Eine “schlechte Behandlung” ist immer auch eine Gefühlssache. Wenn man im Wartezimmer sitzt und mitbekommt, dass ein Privatpatient direkt durchgewunken wird, während man selbst schon die dritte Zeitschrift durchblättert, fühlt man sich automatisch schlechter behandelt. Von der medizinischen Grundversorgung her, darf es keine Unterschiede geben. Zum Beispiel bekommt ein Krankenhaus immer die gleiche Summe für eine Operation, egal ob der Patient privat oder gesetzlich versichert ist. Stichwort Fallpauschale. Der einzige Unterschied besteht darin, dass ein privat Versicherter mitbestimmen kann, wer ihn operiert, beispielsweise wenn er in seiner Krankenversicherung die Chefarztbehandlung vereinbart hat. Auch die Nachbehandlungen fallen etwas intensiver aus. Einen 1. Klasse Service und ein Einzelzimmer im Krankenhaus kann jeder Kassenpatient inzwischen durch Eigenleistung hinzubuchen.

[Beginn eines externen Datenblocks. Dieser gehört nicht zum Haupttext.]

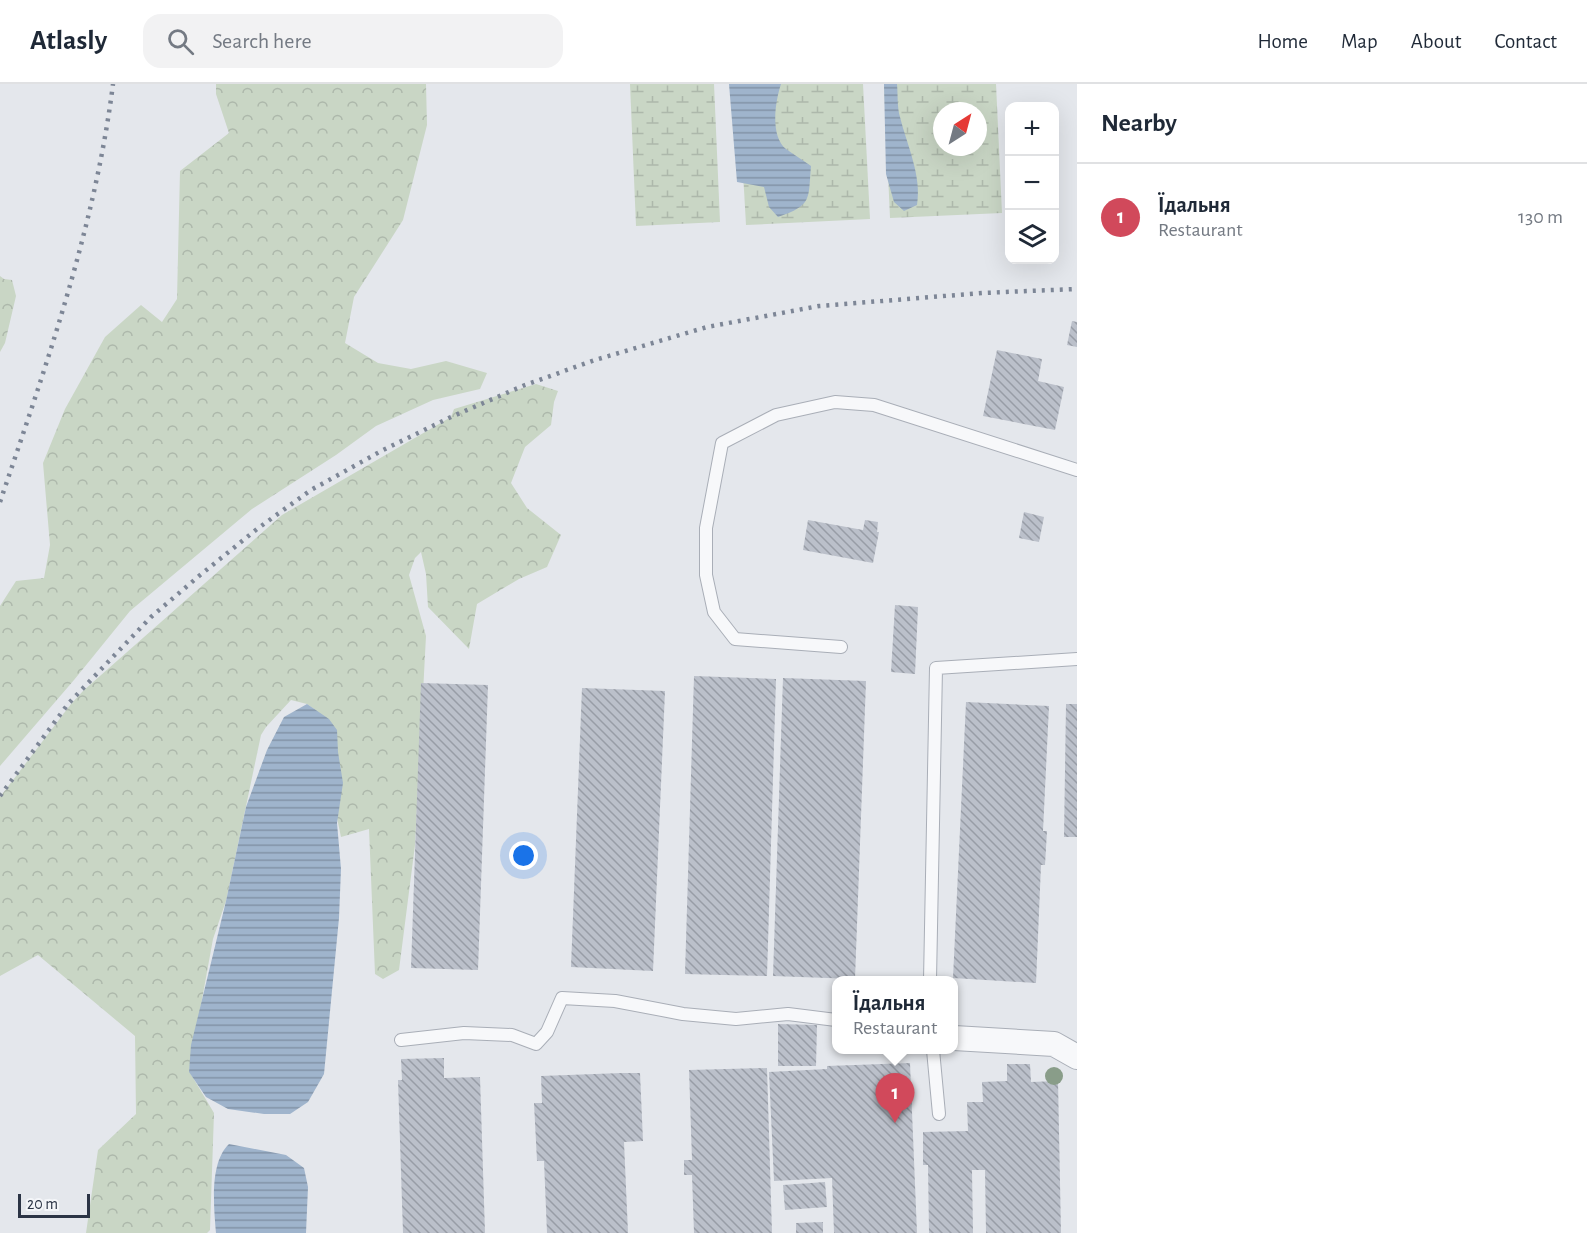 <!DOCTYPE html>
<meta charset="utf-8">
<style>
:root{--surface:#fff;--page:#f2f2f3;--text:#1f2937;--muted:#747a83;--line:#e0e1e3;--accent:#d1495b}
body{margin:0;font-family:"Alegreya Sans",sans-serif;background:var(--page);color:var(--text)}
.controls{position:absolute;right:18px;top:18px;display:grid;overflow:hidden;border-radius:12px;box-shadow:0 6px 24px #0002}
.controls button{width:54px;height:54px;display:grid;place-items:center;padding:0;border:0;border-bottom:2px solid var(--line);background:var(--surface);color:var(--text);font:30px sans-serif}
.compass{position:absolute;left:933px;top:18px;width:54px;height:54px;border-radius:50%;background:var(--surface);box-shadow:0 6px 24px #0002;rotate:36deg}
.scale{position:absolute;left:18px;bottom:15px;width:72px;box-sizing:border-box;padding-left:6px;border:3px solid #2b3445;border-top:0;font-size:16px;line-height:21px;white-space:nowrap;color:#2b3445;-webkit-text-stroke:4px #f4f6f9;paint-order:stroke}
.you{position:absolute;left:524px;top:772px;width:21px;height:21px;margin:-15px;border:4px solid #fff;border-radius:50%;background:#1a73e8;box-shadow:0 0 0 9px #1a73e833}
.badge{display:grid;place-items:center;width:39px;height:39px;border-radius:50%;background:var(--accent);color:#fff;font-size:20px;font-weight:700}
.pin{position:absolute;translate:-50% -50px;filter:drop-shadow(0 2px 3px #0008)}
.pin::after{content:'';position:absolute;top:32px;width:21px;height:18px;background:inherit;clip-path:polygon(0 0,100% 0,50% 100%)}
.popup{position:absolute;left:832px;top:892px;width:126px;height:78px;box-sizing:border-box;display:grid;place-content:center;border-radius:12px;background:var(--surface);filter:drop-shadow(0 2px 4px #0005);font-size:20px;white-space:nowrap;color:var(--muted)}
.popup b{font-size:22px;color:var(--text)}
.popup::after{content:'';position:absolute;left:50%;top:100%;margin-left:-12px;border:12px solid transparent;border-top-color:var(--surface)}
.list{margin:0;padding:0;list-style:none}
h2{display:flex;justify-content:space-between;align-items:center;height:78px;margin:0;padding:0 24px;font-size:26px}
h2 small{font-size:20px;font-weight:400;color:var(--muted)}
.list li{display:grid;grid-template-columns:39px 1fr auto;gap:18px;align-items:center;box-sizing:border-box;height:108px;padding:0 24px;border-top:2px solid var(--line)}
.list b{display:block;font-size:22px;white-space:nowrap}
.list p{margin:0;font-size:20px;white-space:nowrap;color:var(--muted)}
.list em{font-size:20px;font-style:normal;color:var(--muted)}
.icon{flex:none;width:33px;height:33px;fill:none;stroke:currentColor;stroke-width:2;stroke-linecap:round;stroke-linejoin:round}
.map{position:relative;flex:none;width:1077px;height:1149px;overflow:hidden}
header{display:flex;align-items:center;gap:36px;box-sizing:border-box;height:84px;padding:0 30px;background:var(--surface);border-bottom:2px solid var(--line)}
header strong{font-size:28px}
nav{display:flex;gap:33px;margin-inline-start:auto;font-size:21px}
.search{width:420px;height:54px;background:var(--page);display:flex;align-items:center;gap:15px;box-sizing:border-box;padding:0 21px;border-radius:18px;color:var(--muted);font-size:22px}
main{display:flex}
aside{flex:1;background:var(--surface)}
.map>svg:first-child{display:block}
.forest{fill:url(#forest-crowns)}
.wetland{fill:url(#wetland-marsh);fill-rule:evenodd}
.water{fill:url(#water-rules)}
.building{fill:url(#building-back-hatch)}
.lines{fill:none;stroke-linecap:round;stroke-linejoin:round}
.service-casing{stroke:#a9aeb7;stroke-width:14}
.minor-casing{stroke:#a9aeb7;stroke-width:26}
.service{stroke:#f7f8fa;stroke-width:12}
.minor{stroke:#f7f8fa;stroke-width:24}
.rail{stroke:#7d8696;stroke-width:4.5;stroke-dasharray:3 6;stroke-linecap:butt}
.tree{fill:#899d89}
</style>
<header>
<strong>Atlasly</strong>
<div class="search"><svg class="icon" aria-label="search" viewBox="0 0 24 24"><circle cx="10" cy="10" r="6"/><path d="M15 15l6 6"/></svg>Search here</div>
<nav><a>Home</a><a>Map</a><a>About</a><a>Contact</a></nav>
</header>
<main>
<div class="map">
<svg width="1077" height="1149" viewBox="0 0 1077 1149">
<defs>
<pattern id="forest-crowns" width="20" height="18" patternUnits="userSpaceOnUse" patternTransform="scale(1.5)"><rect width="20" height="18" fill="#c9d6c5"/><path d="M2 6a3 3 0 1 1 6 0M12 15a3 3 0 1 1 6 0" fill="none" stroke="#adb8ab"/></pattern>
<pattern id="wetland-marsh" width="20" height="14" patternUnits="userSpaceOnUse" patternTransform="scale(1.5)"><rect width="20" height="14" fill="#c9d6c5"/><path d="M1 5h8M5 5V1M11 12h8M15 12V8" fill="none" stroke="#adb8ab"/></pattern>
<pattern id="water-rules" width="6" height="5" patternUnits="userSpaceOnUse" patternTransform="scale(1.5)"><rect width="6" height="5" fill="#9fb4cc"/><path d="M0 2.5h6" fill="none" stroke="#8293a7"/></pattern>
<pattern id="building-back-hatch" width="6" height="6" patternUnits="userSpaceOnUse" patternTransform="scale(1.5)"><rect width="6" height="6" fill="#bbc0ca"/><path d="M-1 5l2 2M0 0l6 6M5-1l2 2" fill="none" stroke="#989da6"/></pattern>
</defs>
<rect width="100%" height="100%" fill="#e4e7ec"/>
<g class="forest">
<path d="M216,0h210l1,41 -24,95 -49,77 -9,46 33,20 33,6 35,-8 41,12 -7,16 -47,11 -57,26 -40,29 -84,54 -122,102 -56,69 -74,86v-160l16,-25 28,-3 6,-33 -7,-82 22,-54 40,-72 36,-32 21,17 15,-23 3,-128 49,-38 -13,-39z"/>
<path d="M0,192l4,3 8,1 4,16 -11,47 -5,9z"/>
<path d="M536,300l22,7 -4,11 -3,23 -26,22 -14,36 16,25 34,27 -14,32 -28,12 -42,25 -8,45 -41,-42 -2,-33 -5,-22 -6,6 -6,17 17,61 -11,209 -16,125 -16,9 -8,-5 -6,-145 -28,8 -27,-128 -7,-5 -16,-4 -25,27 -5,8 -35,166 -13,38 -24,132 25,42 -4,117 -3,3h-121l12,-83 38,-36 -1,-78 -97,-81 -38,21v-179l71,-93 12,-13 199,-176 169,-98 3,-8z"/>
</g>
<g class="wetland">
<path d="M630,0h84l6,138 -84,4z"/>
<path d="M738,0h125l7,135 -124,6z"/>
<path d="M884,0h112l6,129 -112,5zM942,27h36v36h-36z"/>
</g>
<g class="water">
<path d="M729,0h52c-6,18 -11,52 5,65 8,6 17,11 25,17 -3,33 2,39 -33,51l-9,-10 -5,-20 -27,-5z"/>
<path d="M884,0h13c1,11 0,23 3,33 7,28 22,59 17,88l-13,6 -10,-9 -8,-28z"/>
<path d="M307,620l22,15 8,11 1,22 5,31 -6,40 4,46 -2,49 -15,156 -16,28 -18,12h-26l-36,-5 -22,-12 -17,-25 2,-27 35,-144 20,-94 21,-57 17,-33z"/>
<path d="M229,1060l57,11 18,13 4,19 -2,46h-90c-2,-26 -7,-70 13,-89z"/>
</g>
<g class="building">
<path d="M1072,237l5,1v25l-10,-2z"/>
<path d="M997,266l45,9 -4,22 26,6 -9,43 -72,-14z"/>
<path d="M1024,428l20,5 -5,25 -20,-4z"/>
<path d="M808,436l55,10 2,-10 13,2 -1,10h2l-6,31 -70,-13z"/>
<path d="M895,521l23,2 -3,67 -24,-2z"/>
<path d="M694,592l82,3 -9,297 -82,-2z"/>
<path d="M783,594l83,3 -11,298 -82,-3z"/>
<path d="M421,599l67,2 -10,285 -67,-2z"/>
<path d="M582,604l83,3 -12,280 -82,-4z"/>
<path d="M966,618l83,4 -6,125h4l-2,34h-4l-5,118 -83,-5z"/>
<path d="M1066,620h11v133h-13z"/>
<path d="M778,940l39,1 -1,41h-38z"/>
<path d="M444,974v20l36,-1 5,156h-82l-5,-153h4l-1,-21z"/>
<path d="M910,979l7,170h-83l-2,-55 -58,3 -5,-109 58,-3v-3z"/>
<path d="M1007,980h23l1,18 27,-1 3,152h-75l-1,-63h-13l1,63h-44l-1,-68h-5v-33l45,-1 -1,-29h16l-1,-20 25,-1z"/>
<path d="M767,984l5,165h-78l-2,-58h-8v-15h8l-3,-90z"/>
<path d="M622,989h18l3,68 -19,1 4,91h-81l-3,-72h-7l-3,-58h8l-1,-27z"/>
<path d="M825,1098l2,25 -42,3 -2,-25z"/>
<path d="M823,1138v11h-27v-10z"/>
</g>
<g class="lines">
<defs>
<g id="service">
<path d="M841,563l-106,-8 -21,-27 -8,-37v-47l16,-85 54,-28 59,-13 39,3 203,65"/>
<path d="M930,896l6,-312 141,-9"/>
<path d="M401,956l63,-7 48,2 24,9 11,-12 15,-34 53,3 68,13 53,5 52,-5 48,6"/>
<path d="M933,966l6,64"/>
</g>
<path id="minor" d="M954,954l100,6 23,13"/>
</defs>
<use href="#service" class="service-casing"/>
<use href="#minor" class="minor-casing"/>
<use href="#service" class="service"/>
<use href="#minor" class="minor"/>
<g class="rail">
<path d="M0,418c46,-136 95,-275 113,-418"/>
<path d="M0,712l68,-92 83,-87 48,-41 58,-47 54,-39 72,-40 68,-33 74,-32 70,-25 112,-33 112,-21 163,-13 95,-4"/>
</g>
</g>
<circle class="tree" cx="1054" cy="992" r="9"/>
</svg>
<div class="controls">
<button>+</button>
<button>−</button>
<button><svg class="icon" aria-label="layers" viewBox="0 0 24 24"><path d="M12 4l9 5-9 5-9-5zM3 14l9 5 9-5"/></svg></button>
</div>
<svg class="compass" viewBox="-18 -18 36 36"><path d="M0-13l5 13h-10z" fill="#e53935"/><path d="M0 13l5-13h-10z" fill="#747a83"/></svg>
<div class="scale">20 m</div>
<div class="you"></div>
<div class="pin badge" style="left:895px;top:1039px">1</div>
<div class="popup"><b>Їдальня</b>Restaurant</div>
</div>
<aside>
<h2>Nearby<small></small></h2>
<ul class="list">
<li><span class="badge">1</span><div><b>Їдальня</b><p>Restaurant</p></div><em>130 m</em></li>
</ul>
</aside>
</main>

Bekommen Kassenpatienten andere Behandlungen?
Die Durchführung einer OP sowie das verwendete Material unterscheiden sich nicht, egal wie der Patient versichert ist. Auch die ärztliche Behandlung ist im Grunde die gleiche. Privatpatienten erhalten in der Regele mehr Behandlungen und auch andere Therapien werden von den privaten Kassen übernommen. So zahlen die gesetzlichen Krankenkassen zum Beispiel keine Lymphdrainagen nach einer Operation, die privaten Kassen jedoch schon. Allerdings muss das nicht immer ein Nachteil für die Kassenpatienten sein. Besonders dann nicht, wenn die ärztliche Versorgung eines Privatpatienten den Beigeschmack einer Übertherapierung bekommt.
Mehr oder weniger Kostenkontrolle bei Kassenpatienten?
Als Privatpatient bekommt man alle Rechnungen zu Kontrolle ins Haus geschickt und hat somit in der Theorie eine höhere Kostenkontrolle. Wer sich jedoch als Privatversicherter schon einmal, nach einer umfangreicheren Behandlung, durch die einzelnen Positionen einer Rechnung gekämpft hat, wird Zweifel an seiner Kontrollfunktion bekommen haben.
Der Kassenpatient bekommt zwar seine Rechnungen nicht zu Gesicht, dafür sitzen in seiner Krankenkasse medizinisch ausgebildete Experten, die die einzelnen Positionen, zumindest auf Plausibilität und Höhe der veranschlagten Kosten, überprüfen können.